Guess what? Everyone hurts, William. Only monsters become murderers.
It's unfair that the worst people on this earth get the most attention. I try my best and that trying only serves to make me more invisible. More than anything, I'm afraid of ending up like Kimberly. How rotted would my corpse become before someone realized I was missing? Your name was trending for hours after your arrest and it sickened me. I hope everyone remembers the names of your victims as much as they remember you.
I have been in Emma's position. I didn't die, of course, but I know what it's like to put your hopes and dreams into a date with someone. It all could've gone differently. You could've gone on a date with her and then another. You could've fallen in love, gotten married, had children. Moved out of your condo and bought a nice house somewhere. Was killing her better than all of that?
Sometimes I feel like we're split between people who are promised a life that they'll never be able to achieve and people who are living the promised life and don't want it. Then again, it's possible that this is what you wanted all along. You're famous now. Everyone, forever, will know the name William Thompson. Who do you want to play you in your movie? Someone handsome, no doubt. You just better hope that you live to see the ending.
I want you to listen when I tell you that I'll never be able to go on a date again without thinking of you. Every moment I will wonder whether he wants to love me or murder me. What kind of relationship can come from that?
If there is any karma in this world, you will suffer the way that you've made others suffer.

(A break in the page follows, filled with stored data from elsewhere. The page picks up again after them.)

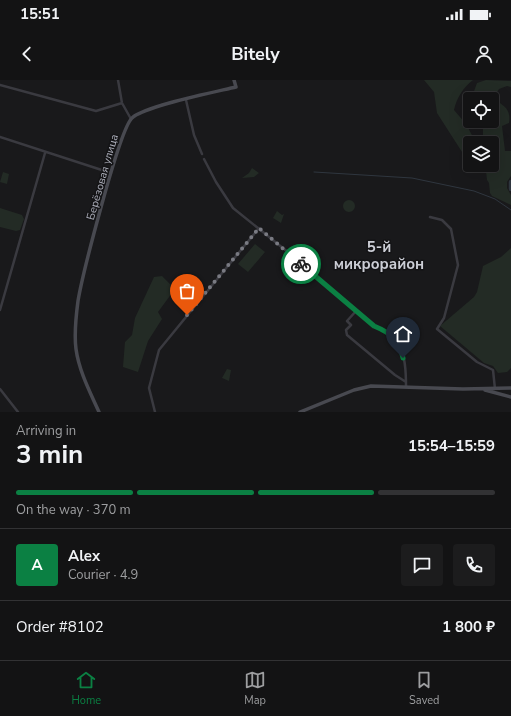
<!DOCTYPE html>
<meta charset="utf-8">
<style>
body{margin:0;font-family:"Nunito Sans",sans-serif;background:#1c1c1d;color:#f1f3f6;height:100vh;display:flex;flex-direction:column;font-size:15px;white-space:nowrap}
*{box-sizing:border-box;margin:0}
p{font-size:13px;color:#9d9ea0}
.icon{flex:none;width:22px;height:22px;fill:none;stroke:currentColor;stroke-width:2;stroke-linecap:round;stroke-linejoin:round}
.map{position:relative;height:332px;overflow:hidden}
.drawer{display:flex;flex-direction:column;background:#131314;flex:1}
.drawer>*{flex:none}
.buttons{position:absolute;left:463px;top:12px;display:grid;gap:8px}
.buttons a{display:grid;place-items:center;width:36px;height:36px;border-radius:4px;background:#131314;box-shadow:0 4px 16px #0002,0 0 0 1px #323234;font-size:20px}
.pin{position:absolute;display:grid;place-items:center;width:34px;height:34px;color:#fff;margin:-41px -17px;border-radius:50% 50% 50% 0;rotate:-45deg;box-shadow:0 0 4px #0007}
.pin .icon{rotate:45deg}
.courier{position:absolute;display:grid;place-items:center;width:40px;height:40px;margin:-20px;border:3px solid #0b8043;border-radius:50%;background:#fff;color:#222;box-shadow:0 1px 5px #0007}
.headline em{font-style:normal;font-weight:700}
.headline div{display:flex;flex-direction:column-reverse}
.headline{display:flex;align-items:center;justify-content:space-between;height:68px;padding:0 16px}
h1{font-size:26px;font-weight:700;line-height:30px}
.bar{display:grid;grid-template-columns:repeat(4,1fr);gap:6px 4px;align-content:center;height:48px;padding:0 16px}
.bar i{height:5px;border-radius:3px;background:#323234}
.bar .selected{background:#0b8043}
.bar p{grid-column:span 4}
.line{display:flex;align-items:center;gap:10px;padding:0 16px;border-top:1px solid #323234}
.line div{flex:1}
.round{display:grid;place-items:center;flex:none;width:42px;height:42px;border-radius:4px;background:#1c1c1d}
.status{display:flex;justify-content:space-between;align-items:center;height:28px;padding:0 20px;background:#131314;direction:ltr}
.status svg{height:11px;fill:currentColor}
header{display:flex;justify-content:space-between;align-items:center;height:52px;padding:0 16px;background:#131314;font-size:18px;font-weight:700}
.menu{display:flex;justify-content:space-around;align-items:center;height:56px;border-top:1px solid #323234;background:#131314;font-size:11px;color:#9d9ea0}
.menu a{display:grid;justify-items:center;gap:2px}
.menu .selected{color:#0b8043}
.map>svg:first-child{display:block}
</style>
<div class="status"><b>15:51</b><svg viewBox="0 0 49 12"><path d="M0 12V9h3v3zM5 12V6h3v6zM10 12V3h3v9zM15 12V0h3v12zM26 1h20v11H26zM47 4h2v5h-2z"/></svg></div>
<header><svg class="icon" aria-label="back" viewBox="0 0 24 24"><path d="M15 5l-7 7 7 7"/></svg>Bitely<svg class="icon" aria-label="person" viewBox="0 0 24 24"><circle cx="12" cy="8" r="4"/><path d="M4 21q1-7 8-7t8 7"/></svg></header>
<div class="map">
<svg width="511" height="332" viewBox="0 0 511 332">
<rect width="100%" height="100%" fill="#19191b"/>
<path fill="#232b25" d="M 424,0 L 473,0 C 463,8 457,17 454,30 L 466,44 L 474,59 L 480,60 L 483,55 L 483,49 L 492,41 L 492,19 L 475,19 L 473,14 L 477,3 L 486,0 L 511,1 L 511,7 L 507,6 L 499,9 L 496,14 L 497,21 C 506,27 511,31 509,43 L 502,46 L 505,71 L 511,71 L 511,96 L 507,102 L 507,108 L 511,115 L 511,125 L 492,116 L 490,113 L 489,103 L 487,100 L 486,91 L 493,86 L 497,80 L 492,72 L 492,63 L 470,63 L 470,75 L 462,72 L 437,33 L 434,12 Z
M 252,88 L 259,93 L 254,97 L 242,98 L 249,93 Z
M 3,92 L 9,94 L 7,104 L 0,102 Z
M343 126a6 6 0 1 1 12 0a6 6 0 1 1-12 0Z
M 0,128 L 22,135 L 24,139 L 20,150 L 16,151 L 0,147 Z
M 277,131 L 282,135 L 284,134 L 281,143 L 273,138 Z
M 255,164 L 265,172 L 248,192 L 238,184 Z
M 511,168 L 511,288 L 507,292 L 498,293 L 493,286 L 484,283 L 440,246 L 474,217 L 477,212 L 483,186 L 501,177 Z
M 162,196 L 175,209 L 158,232 L 162,239 L 148,261 L 138,292 L 123,287 L 125,262 L 132,255 L 135,238 L 154,197 Z
M 227,289 L 231,290 L 229,301 L 222,298 Z"/>
<g fill="none" stroke-linecap="round" stroke-linejoin="round">
<path stroke="#2f363f" stroke-width="1" d="M 314,92 L 412,98 L 474,111 L 495,119 L 511,130"/>
<path stroke="#2f363f" stroke-width="4.5" d="M 511,102 L 511,109"/>
<path stroke="#3a3a40" stroke-width="2.5" d="M 118,0 L 122,23 L 131,39
M 0,5 L 96,31 L 122,23
M 186,20 L 194,55 L 202,74
M 0,57 L 111,93
M 204,79 L 216,102 L 233,128 L 289,173 L 374,246 C 404,259 406,276 406,306
M 430,137 L 442,140 L 451,149 L 458,185 L 444,238 L 437,249 L 477,282 L 493,290 L 495,309
M 0,230 L 45,73
M 356,231 L 347,241 L 351,245 L 346,250 L 347,255 L 395,295 L 406,302
M 0,309 L 18,332
M 155,332 L 149,308 L 159,270 L 259,148"/>
<path stroke="#484950" stroke-width="3.5" d="M 485,310 L 511,317
M 99,332 C 90,312 79,291 76,269 C 74,254 76,236 78,221 C 82,197 119,50 132,38 C 145,26 215,12 236,7 L 234,0
M 300,332 L 354,310 L 371,306 L 463,309 L 511,308"/>
</g>
<g fill="none" stroke-linecap="round" stroke-linejoin="round">
<path stroke="#797a82" stroke-width="4" stroke-dasharray="0 7.2" d="M 187,235 L 259,148 L 301,184"/>
<path stroke="#0b8043" stroke-width="5" d="M 301,184 L 374,246 C 391,253 399,260 403,278"/>
</g>
<g text-anchor="middle" stroke-width="3" stroke-linejoin="round" paint-order="stroke">
<g font-size="11" fill="#acaeba" stroke="#141416">
<text transform="translate(102 97) rotate(-74)" y="4">Берёзовая улица</text>
</g>
<g font-size="15" font-weight="bold" fill="#ccced6" stroke="#141416">
<text x="379" y="172">5-й<tspan x="379" dy="17">микрорайон</tspan></text>
</g>
</g>
</svg>
<div class="buttons">
<a><svg class="icon" aria-label="locate" viewBox="0 0 24 24"><circle cx="12" cy="12" r="6"/><path d="M12 2v4M12 18v4M2 12h4M18 12h4"/></svg></a>
<a><svg class="icon" aria-label="layers" viewBox="0 0 24 24"><path d="M12 4l9 5-9 5-9-5zM3 14l9 5 9-5"/></svg></a>
</div>
<div class="pin" style="left:187px;top:235px;background:#ea580c"><svg class="icon" aria-label="bag" viewBox="0 0 24 24"><path d="M5 8h14l-1 12H6zM9 8a3 3 0 0 1 6 0"/></svg></div>
<div class="pin" style="left:403px;top:278px;background:#1f2937"><svg class="icon" aria-label="home" viewBox="0 0 24 24"><path d="M3 11l9-7 9 7M6 9v11h12V9"/></svg></div>
<div class="courier" style="left:301px;top:184px"><svg class="icon" aria-label="bike" viewBox="0 0 24 24"><circle cx="6" cy="16" r="4"/><circle cx="18" cy="16" r="4"/><path d="M6 16l4-8h5l3 8M10 8l3 8H6M13 5h3"/></svg></div>
</div>
<section class="drawer">
<div class="headline"><div><h1>3 min</h1><p>Arriving in</p></div><em>15:54–15:59</em></div>
<div class="bar"><i class="selected"></i><i class="selected"></i><i class="selected"></i><i></i><p>On the way · 370 m</p></div>
<div class="line" style="height:72px"><b class="round" style="background:#0b8043;color:#fff">A</b><div><b>Alex</b><p>Courier · 4.9</p></div><a class="round"><svg class="icon" aria-label="chat" viewBox="0 0 24 24"><path d="M4 5h16v11H9l-5 4z"/></svg></a><a class="round"><svg class="icon" aria-label="phone" viewBox="0 0 24 24"><path d="M5 4h4l2 5-3 2q2 4 5 5l2-3 5 2v4C11 20 4 13 5 4z"/></svg></a></div>
<div class="line" style="height:52px"><div>Order #8102</div><b>1 800 ₽</b></div>
</section>
<nav class="menu">
<a class="selected"><svg class="icon" aria-label="home" viewBox="0 0 24 24"><path d="M3 11l9-7 9 7M6 9v11h12V9"/></svg>Home</a>
<a><svg class="icon" aria-label="map" viewBox="0 0 24 24"><path d="M3 6l6-2 6 2 6-2v14l-6 2-6-2-6 2zM9 4v14M15 6v14"/></svg>Map</a>
<a><svg class="icon" aria-label="saved" viewBox="0 0 24 24"><path d="M7 4h10v16l-5-4-5 4z"/></svg>Saved</a>
</nav>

I wrote until my hand cramped up and my bowl of macaroni and cheese was empty. It was the way that I'd always longed to write. I liked to think of myself as an aspiring novelist who was restricted by the forty-hour workweek and the lack of inspiration around me. William provided inspiration where before there was none. He allowed me to reverse my normally myopic gaze onto things outside myself, and that was what enabled the words to finally flow.
I didn't think I would send the letter, not really. I figured I would stuff it in a drawer, forget about it, find it again when I moved apartments, and laugh at my younger self who was so stupid as to write a letter to an accused serial killer. But then, at work the next day, I got into researching where and how to send a letter to someone in jail and I thought, Why not? What was the very worst that could happen?
I sent the letter the same way that I sent Max strings of unanswered text messages long after it was clear that he was done with me. I didn't send it for the recipient. I sent it for me because I wanted to. Because there was something that I needed to get off my chest, even if I never heard back.
Sending the letter felt good, like kissing a stranger that I knew I would never see again at a bar. I thought it was closure to the whole William Thompson thing. I even logged out of the forum on my work computer and phone. But as I said before, I was never good at moving on.